General characteristics
- Type: Sloop-of-war
- Displacement: 556 long tons (565 t)
- Length: 117 ft (36 m)
- Beam: 32 ft (9.8 m)
- Depth of hold: 15 ft (4.6 m)
- Propulsion: Sail
- Armament: 16 × 32-pounder guns

= USS Preble (1839) =

Sloop-of-war of the United States Navy

USS Preble was a United States Navy sloop-of-war with 16 guns, built by the Portsmouth Navy Yard, Kittery, Maine, launched June 13, 1839 and commissioned in 1840. She was named after Commodore Edward Preble (1761–1807).

==Early Service==

Preble first sailed for Labrador, and then went to cruise in the Mediterranean Sea in 1843. She was attached to the African Squadron in 1845. In 1846, Preble sailed for New York and joined the Pacific Squadron on the West Coast of the United States, where she participated in the Mexican–American War.

==Sail to East Asia==
In 1848, Captain James Glynn took her first to Hong Kong and then to Nagasaki, Japan, where she picked up some fourteen American and Hawaiian seamen who had become castaways in that "closed country".

On 1 November 1850, she set sail for the east coast of the United States, where she became a practice ship for midshipmen until 1857, when she was placed in ordinary service.

==Civil War Service==

During the American Civil War, in July 1861, Preble joined the Gulf Blockading Squadron and participated to the blockade of the Mississippi River.
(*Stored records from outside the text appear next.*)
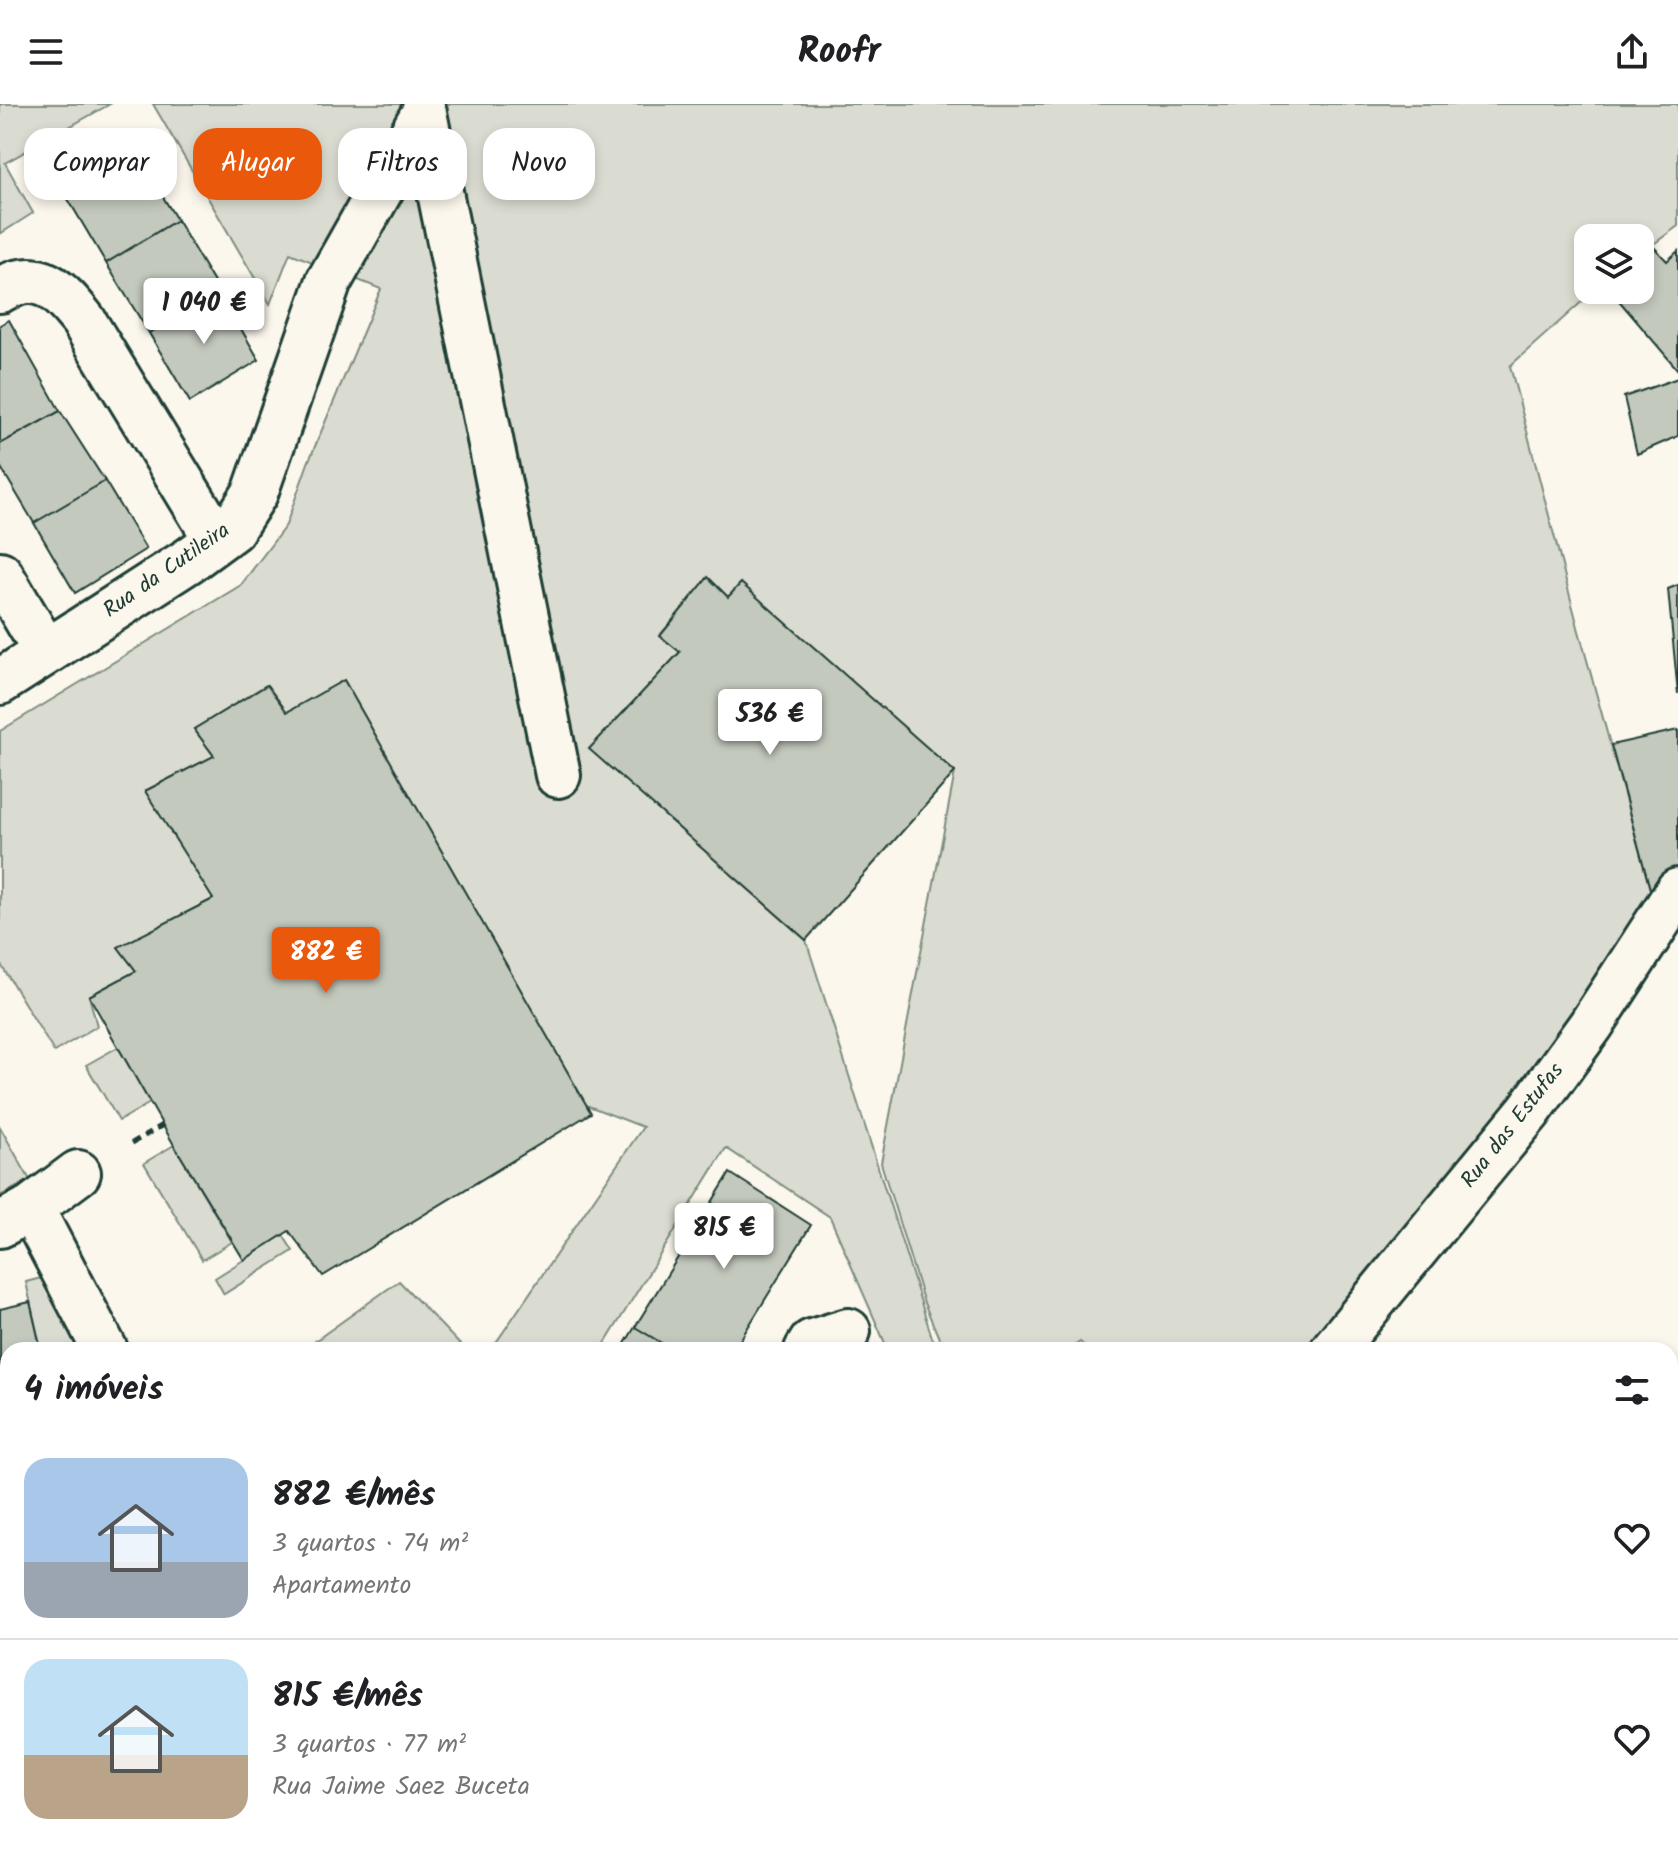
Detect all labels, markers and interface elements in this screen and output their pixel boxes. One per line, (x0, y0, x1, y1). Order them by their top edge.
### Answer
text: Roofr (797, 24, 881, 81)
icon: menu (24, 30, 68, 74)
icon: share (1610, 30, 1654, 74)
chip: Comprar (24, 128, 177, 200)
chip: Alugar (193, 128, 322, 200)
chip: Filtros (338, 128, 467, 200)
chip: Novo (483, 128, 595, 200)
map controls (1574, 224, 1654, 304)
button: layers (1574, 224, 1654, 304)
pin: 1 040 € (130, 278, 278, 346)
text: 1 040 € (161, 283, 247, 325)
street label: Rua da Cutileira (96, 514, 238, 628)
pin: 536 € (714, 689, 826, 757)
text: 536 € (736, 694, 804, 736)
pin: 882 € (270, 927, 382, 995)
text: 882 € (290, 932, 362, 974)
street label: Rua das Estufas (1453, 1055, 1574, 1196)
pin: 815 € (668, 1203, 780, 1271)
text: 815 € (693, 1208, 755, 1250)
text: 4 imóveis (24, 1363, 163, 1417)
icon: filters (1610, 1368, 1654, 1412)
text: 882 €/mês (272, 1469, 435, 1523)
icon: home (88, 1490, 184, 1586)
icon: heart (1610, 1516, 1654, 1560)
text: 3 quartos · 74 m² (272, 1523, 468, 1565)
text: Apartamento (272, 1565, 411, 1607)
text: 815 €/mês (272, 1670, 423, 1724)
icon: home (88, 1691, 184, 1787)
icon: heart (1610, 1717, 1654, 1761)
text: 3 quartos · 77 m² (272, 1724, 466, 1766)
text: Rua Jaime Saez Buceta (272, 1766, 530, 1808)

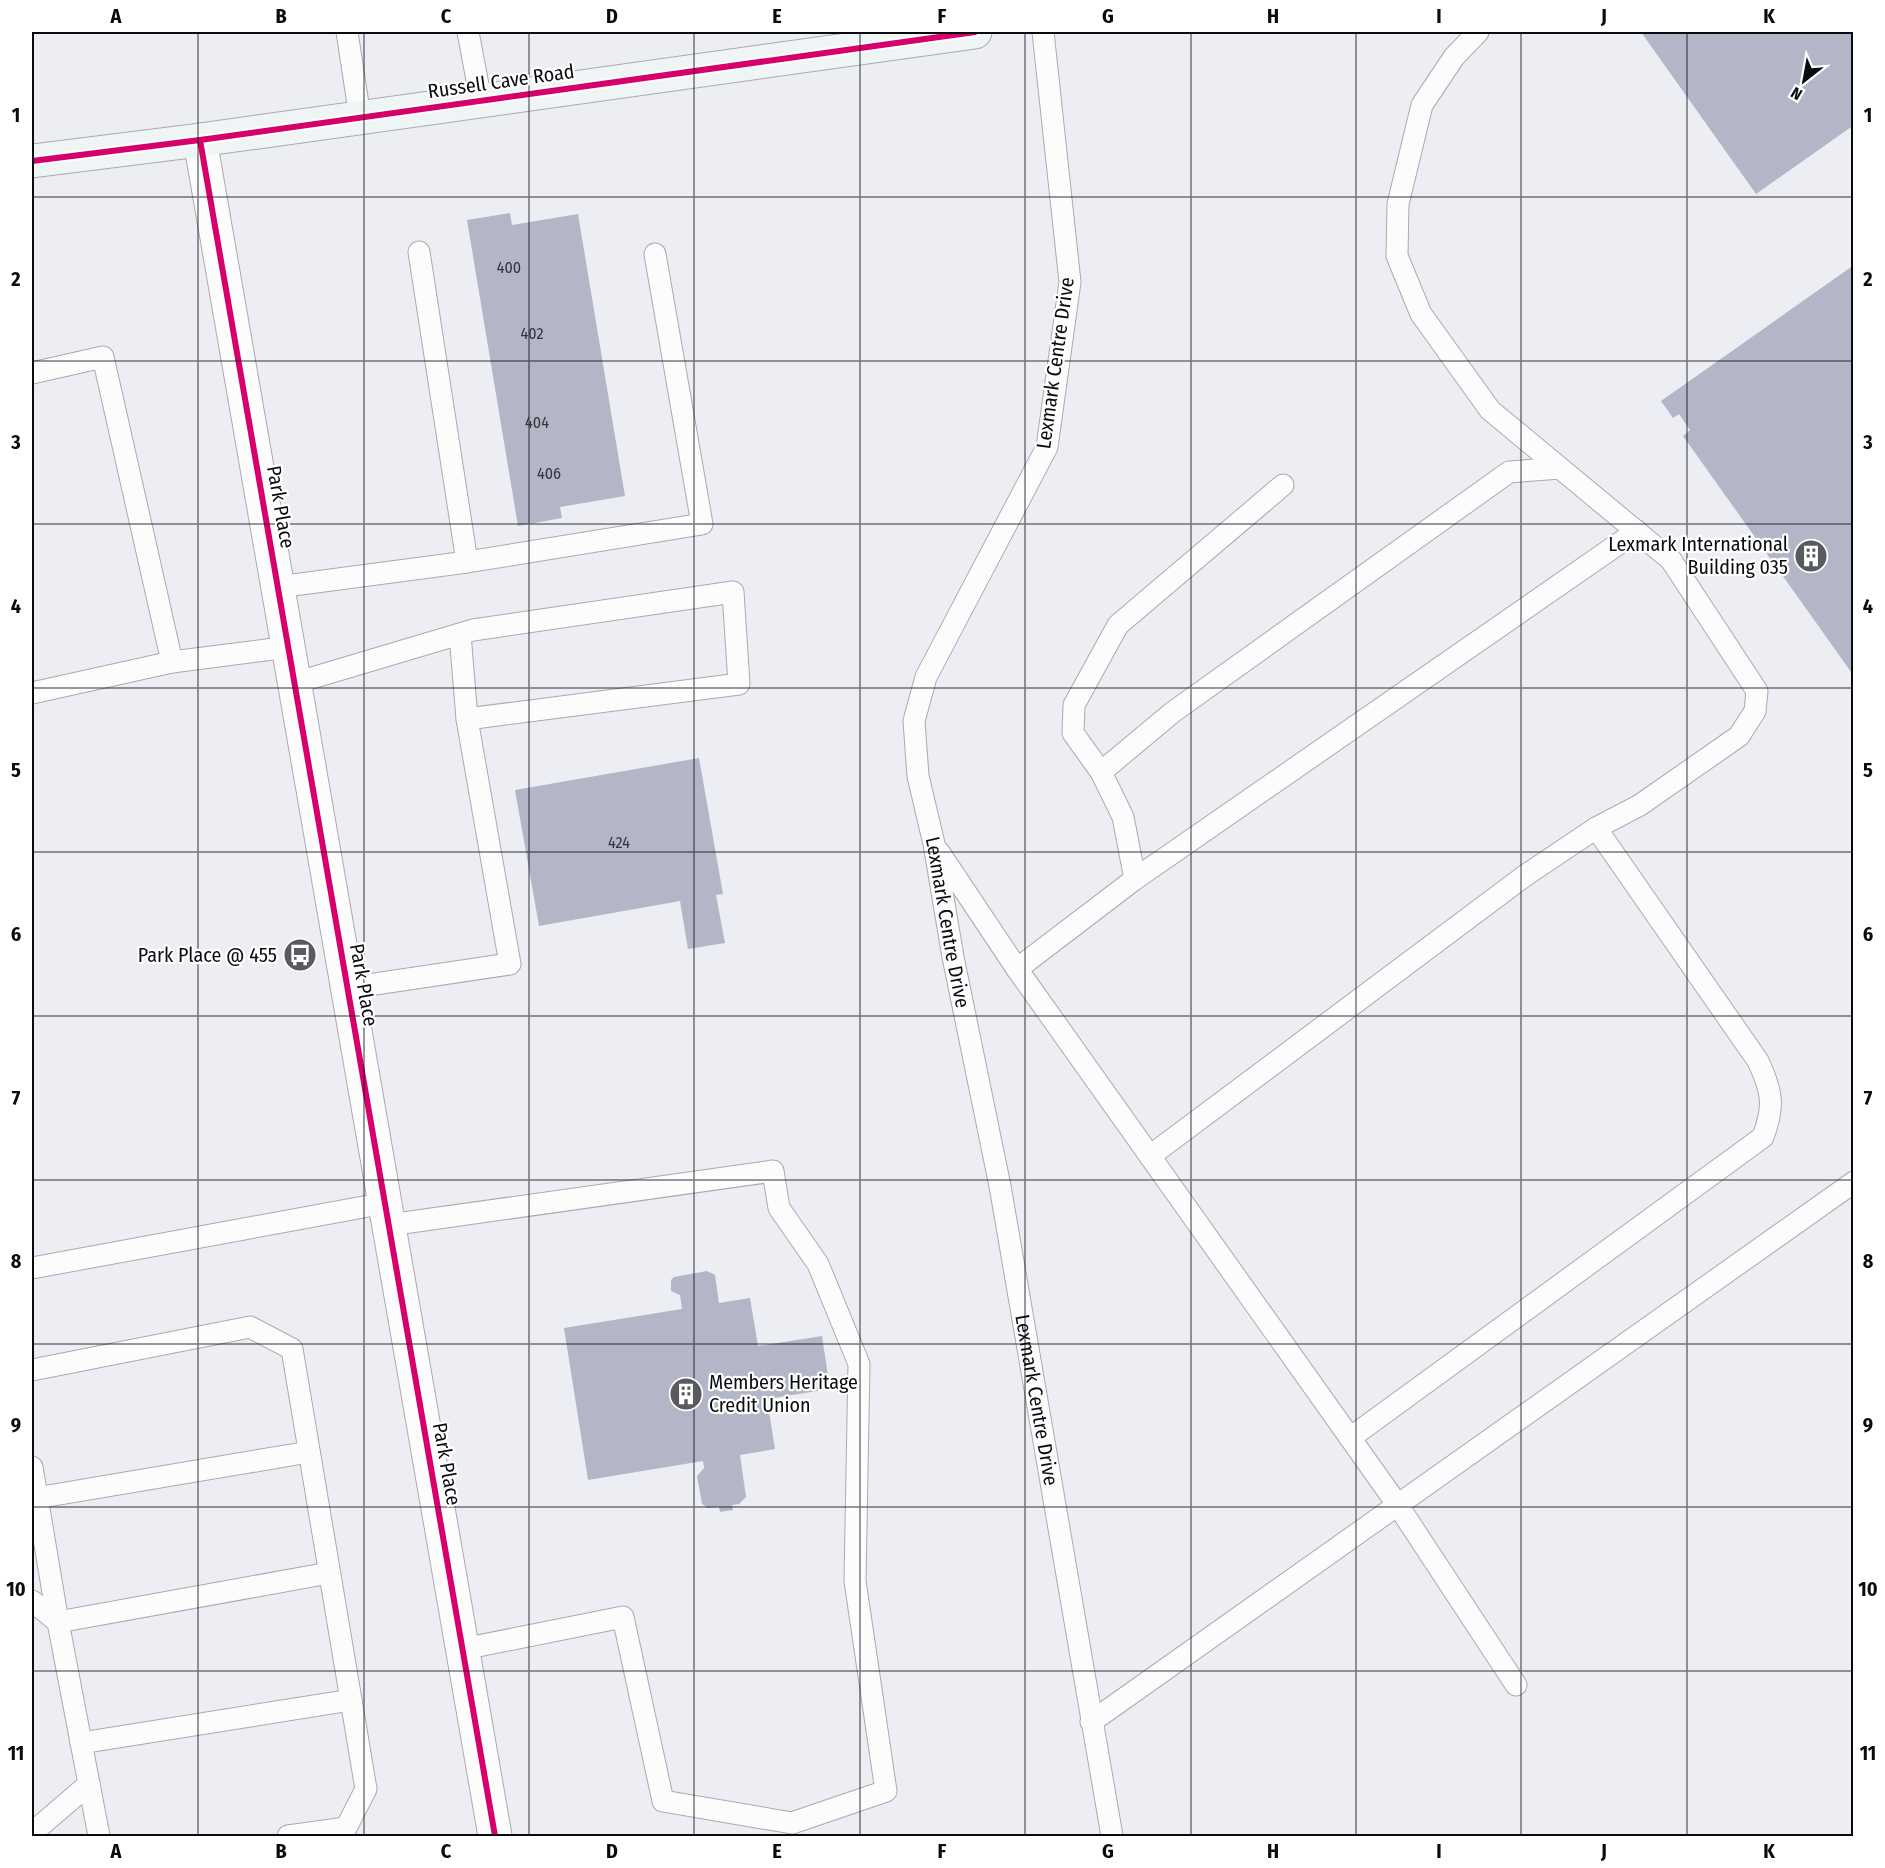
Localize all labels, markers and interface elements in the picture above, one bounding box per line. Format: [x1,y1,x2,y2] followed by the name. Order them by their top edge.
[110,4,123,28] text: A
[275,4,287,28] text: B
[441,4,452,28] text: C
[606,4,618,28] text: D
[772,4,782,28] text: E
[938,4,947,28] text: F
[1102,4,1114,28] text: G
[1267,4,1279,28] text: H
[1436,4,1442,28] text: I
[1600,4,1607,28] text: J
[1763,4,1775,28] text: K
[1774,51,1834,111] north arrow
[426,59,576,103] street label: Russell Cave Road
[1788,83,1806,104] text: N
[12,103,20,127] text: 1
[1864,103,1872,127] text: 1
[497,258,521,277] house number: 400
[10,267,21,291] text: 2
[1862,267,1873,291] text: 2
[1031,276,1079,450] street label: Lexmark Centre Drive
[521,324,543,343] house number: 402
[525,413,549,432] house number: 404
[10,430,21,454] text: 3
[1862,430,1873,454] text: 3
[262,464,300,550] street label: Park Place
[537,464,561,483] house number: 406
[1608,532,1788,579] place label: Lexmark International Building 035
[1793,538,1829,574] building icon: Lexmark International Building 035
[11,594,21,618] text: 4
[1863,594,1873,618] text: 4
[11,758,21,782] text: 5
[1863,758,1873,782] text: 5
[608,833,630,852] house number: 424
[921,834,975,1010] street label: Lexmark Centre Drive
[11,922,21,946] text: 6
[1863,922,1873,946] text: 6
[282,937,318,973] bus stop icon: Park Place @ 455
[345,942,383,1028] street label: Park Place
[138,943,277,967] place label: Park Place @ 455
[12,1086,21,1110] text: 7
[1864,1086,1873,1110] text: 7
[11,1249,22,1273] text: 8
[1863,1249,1874,1273] text: 8
[1010,1313,1063,1487] street label: Lexmark Centre Drive
[709,1370,858,1417] place label: Members Heritage Credit Union
[668,1376,704,1412] building icon: Members Heritage Credit Union
[11,1413,21,1437] text: 9
[1863,1413,1873,1437] text: 9
[428,1421,466,1507] street label: Park Place
[6,1577,26,1601] text: 10
[1858,1577,1878,1601] text: 10
[8,1741,24,1765] text: 11
[1860,1741,1876,1765] text: 11
[110,1839,123,1863] text: A
[275,1839,287,1863] text: B
[441,1839,452,1863] text: C
[606,1839,618,1863] text: D
[772,1839,782,1863] text: E
[938,1839,947,1863] text: F
[1102,1839,1114,1863] text: G
[1267,1839,1279,1863] text: H
[1436,1839,1442,1863] text: I
[1600,1839,1607,1863] text: J
[1763,1839,1775,1863] text: K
She was posted at Head of the Passes on the Mississippi River on 12 October 1861 when the blockading squadron there was attacked by a Confederate States Navy force that included the first ironclad warship, CSS Manassas. Being a sail-powered ship, she did not join the battle but rather made a swift retreat out the Southwest Pass to safety in the Gulf of Mexico.

Preble was serving as a guard ship when, on 27 April 1863, while moored in Pensacola Bay off Pensacola, Florida, she caught fire due to the carelessness of a crewman. She was abandoned and exploded.